EXERCISE INPUTS:
◇ ◇ ◇ ◇ ◇ ◇ ◇

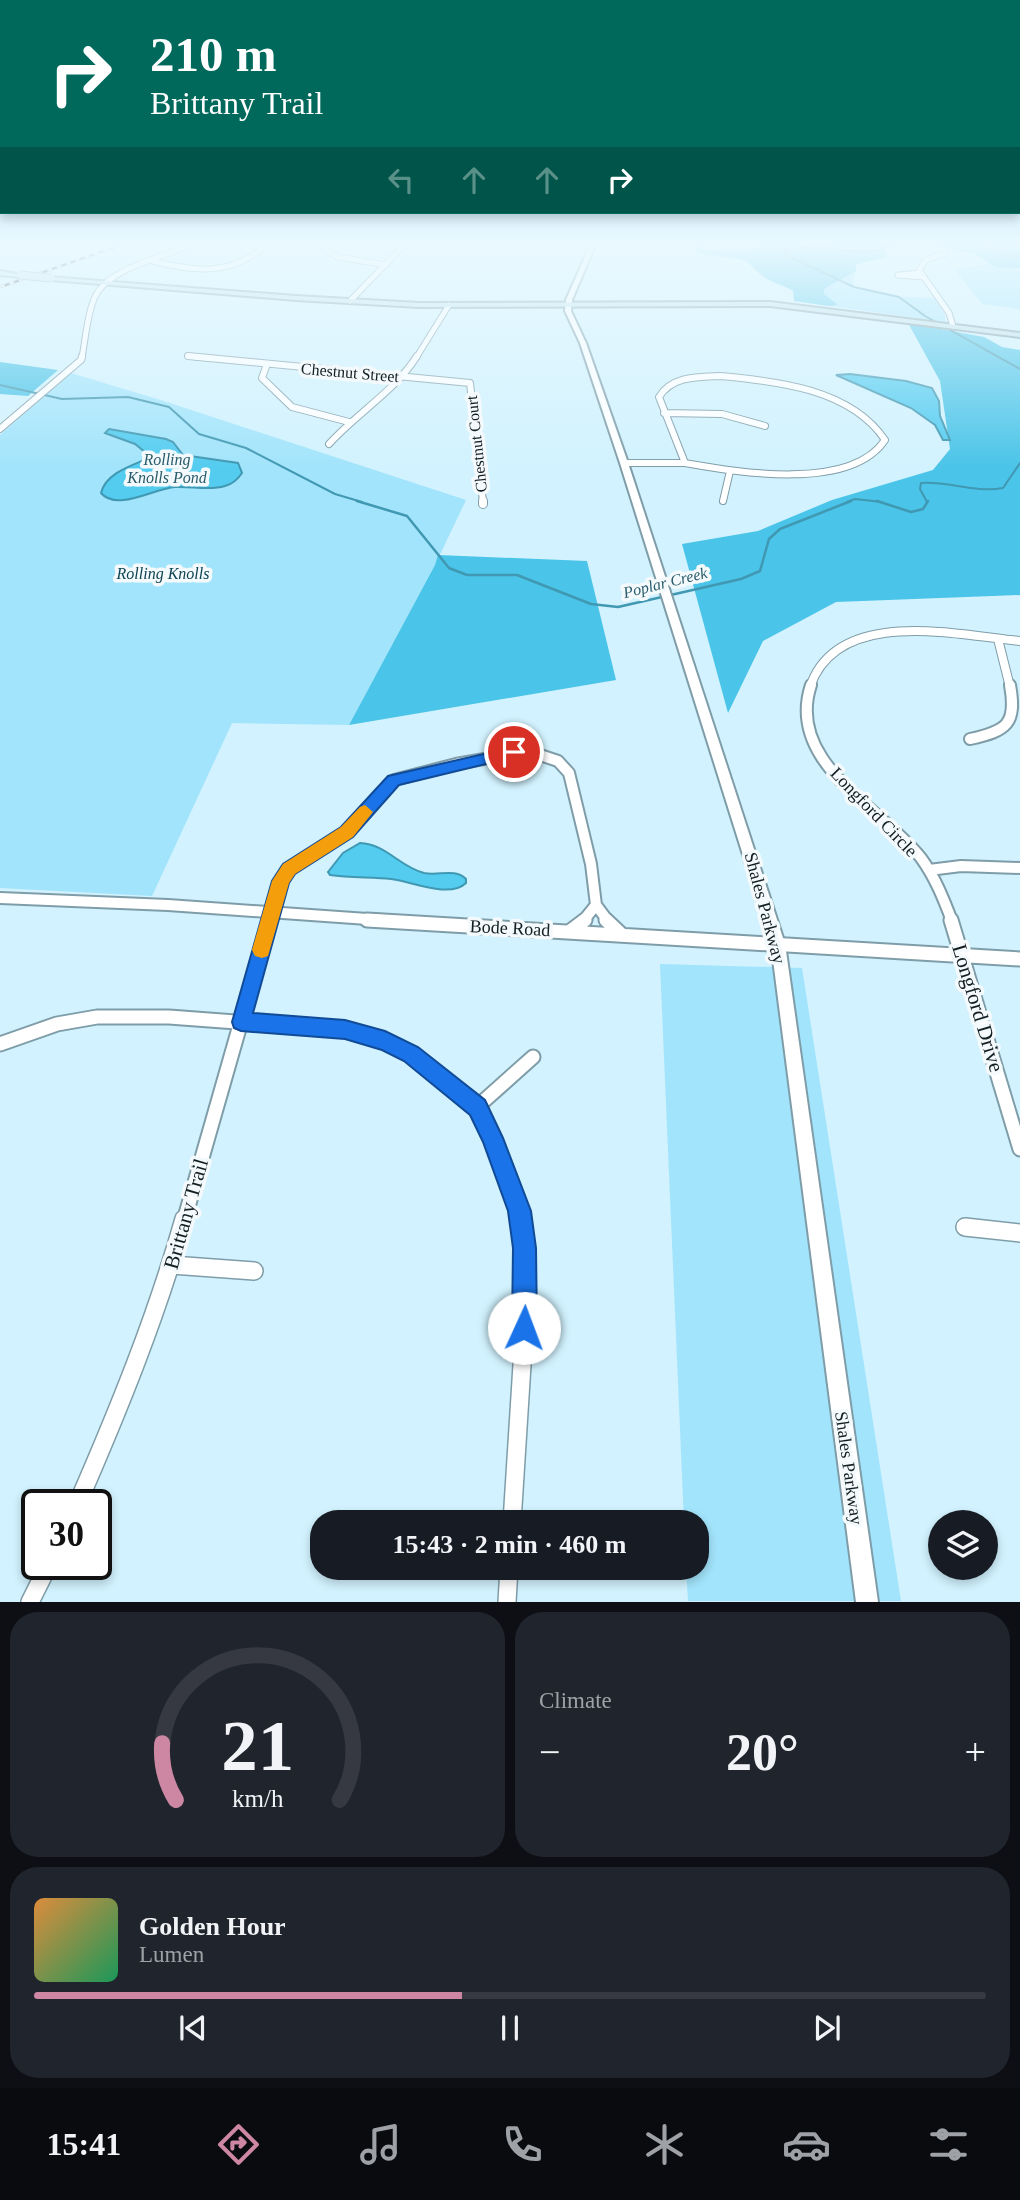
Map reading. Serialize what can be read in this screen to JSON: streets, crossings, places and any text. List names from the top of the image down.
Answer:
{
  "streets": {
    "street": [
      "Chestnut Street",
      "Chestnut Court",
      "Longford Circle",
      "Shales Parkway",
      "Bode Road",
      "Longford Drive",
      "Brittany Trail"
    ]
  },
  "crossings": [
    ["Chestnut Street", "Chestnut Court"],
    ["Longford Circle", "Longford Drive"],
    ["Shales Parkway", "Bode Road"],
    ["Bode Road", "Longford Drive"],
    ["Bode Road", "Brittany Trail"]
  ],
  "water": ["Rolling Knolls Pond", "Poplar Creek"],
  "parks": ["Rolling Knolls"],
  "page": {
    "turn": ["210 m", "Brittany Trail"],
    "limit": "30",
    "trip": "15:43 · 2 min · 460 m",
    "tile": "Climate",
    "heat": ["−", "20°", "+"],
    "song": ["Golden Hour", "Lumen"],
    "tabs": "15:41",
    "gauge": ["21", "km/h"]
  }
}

◇ ◇ ◇ ◇ ◇ ◇ ◇

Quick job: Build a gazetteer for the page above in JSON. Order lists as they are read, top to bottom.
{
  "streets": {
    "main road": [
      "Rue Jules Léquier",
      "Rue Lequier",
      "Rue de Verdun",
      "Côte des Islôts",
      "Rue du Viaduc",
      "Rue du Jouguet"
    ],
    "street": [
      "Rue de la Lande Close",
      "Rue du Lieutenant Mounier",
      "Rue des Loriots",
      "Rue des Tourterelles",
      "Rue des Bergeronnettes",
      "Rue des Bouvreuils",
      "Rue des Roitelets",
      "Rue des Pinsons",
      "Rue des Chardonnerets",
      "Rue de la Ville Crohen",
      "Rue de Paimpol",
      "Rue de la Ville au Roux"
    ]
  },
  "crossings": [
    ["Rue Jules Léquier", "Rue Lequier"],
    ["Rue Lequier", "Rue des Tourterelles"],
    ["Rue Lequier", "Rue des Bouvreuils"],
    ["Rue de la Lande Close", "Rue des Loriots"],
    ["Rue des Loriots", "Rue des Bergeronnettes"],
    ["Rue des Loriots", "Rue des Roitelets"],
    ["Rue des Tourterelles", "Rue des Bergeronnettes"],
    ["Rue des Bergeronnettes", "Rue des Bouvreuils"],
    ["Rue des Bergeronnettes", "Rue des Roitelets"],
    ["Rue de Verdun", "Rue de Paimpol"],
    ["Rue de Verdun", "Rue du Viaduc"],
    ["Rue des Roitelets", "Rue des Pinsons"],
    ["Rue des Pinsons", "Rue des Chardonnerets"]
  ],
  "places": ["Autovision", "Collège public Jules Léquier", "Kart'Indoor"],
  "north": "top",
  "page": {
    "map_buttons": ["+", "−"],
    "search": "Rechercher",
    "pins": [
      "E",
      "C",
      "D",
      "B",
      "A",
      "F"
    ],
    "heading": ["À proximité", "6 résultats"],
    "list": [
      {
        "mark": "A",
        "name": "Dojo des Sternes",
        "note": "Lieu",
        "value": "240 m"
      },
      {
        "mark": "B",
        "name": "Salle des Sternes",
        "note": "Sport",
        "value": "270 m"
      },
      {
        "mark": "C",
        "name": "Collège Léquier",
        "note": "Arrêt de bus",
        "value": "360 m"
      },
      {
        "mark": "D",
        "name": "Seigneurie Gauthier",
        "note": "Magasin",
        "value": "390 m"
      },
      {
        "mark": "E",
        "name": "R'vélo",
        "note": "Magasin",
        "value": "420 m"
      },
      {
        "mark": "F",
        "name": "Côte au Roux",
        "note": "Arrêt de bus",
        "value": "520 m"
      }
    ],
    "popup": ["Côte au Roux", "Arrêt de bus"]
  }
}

◇ ◇ ◇ ◇ ◇ ◇ ◇

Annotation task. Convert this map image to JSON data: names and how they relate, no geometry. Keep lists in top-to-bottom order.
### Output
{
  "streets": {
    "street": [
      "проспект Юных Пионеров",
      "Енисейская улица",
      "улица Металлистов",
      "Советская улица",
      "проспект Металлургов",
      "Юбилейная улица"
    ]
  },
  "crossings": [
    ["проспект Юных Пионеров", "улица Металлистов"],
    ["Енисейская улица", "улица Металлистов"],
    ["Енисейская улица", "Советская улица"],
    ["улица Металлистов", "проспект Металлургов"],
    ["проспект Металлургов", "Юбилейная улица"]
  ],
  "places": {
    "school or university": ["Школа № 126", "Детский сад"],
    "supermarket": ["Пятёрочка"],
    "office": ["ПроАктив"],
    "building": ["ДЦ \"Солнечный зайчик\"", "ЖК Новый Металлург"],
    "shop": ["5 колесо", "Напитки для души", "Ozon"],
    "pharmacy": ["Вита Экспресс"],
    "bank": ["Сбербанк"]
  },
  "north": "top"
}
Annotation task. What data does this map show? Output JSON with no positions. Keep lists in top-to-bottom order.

◇ ◇ ◇ ◇ ◇ ◇ ◇

TASK INSTRUCTIONS:
What you return must be the lines above that run from the line with "Annotation task. Convert" to the line with "Annotation task. What", inclusive, each copied exactly.

SOLUTION TO THE PROBLEM:
Annotation task. Convert this map image to JSON data: names and how they relate, no geometry. Keep lists in top-to-bottom order.
### Output
{
  "streets": {
    "street": [
      "проспект Юных Пионеров",
      "Енисейская улица",
      "улица Металлистов",
      "Советская улица",
      "проспект Металлургов",
      "Юбилейная улица"
    ]
  },
  "crossings": [
    ["проспект Юных Пионеров", "улица Металлистов"],
    ["Енисейская улица", "улица Металлистов"],
    ["Енисейская улица", "Советская улица"],
    ["улица Металлистов", "проспект Металлургов"],
    ["проспект Металлургов", "Юбилейная улица"]
  ],
  "places": {
    "school or university": ["Школа № 126", "Детский сад"],
    "supermarket": ["Пятёрочка"],
    "office": ["ПроАктив"],
    "building": ["ДЦ \"Солнечный зайчик\"", "ЖК Новый Металлург"],
    "shop": ["5 колесо", "Напитки для души", "Ozon"],
    "pharmacy": ["Вита Экспресс"],
    "bank": ["Сбербанк"]
  },
  "north": "top"
}
Annotation task. What data does this map show? Output JSON with no positions. Keep lists in top-to-bottom order.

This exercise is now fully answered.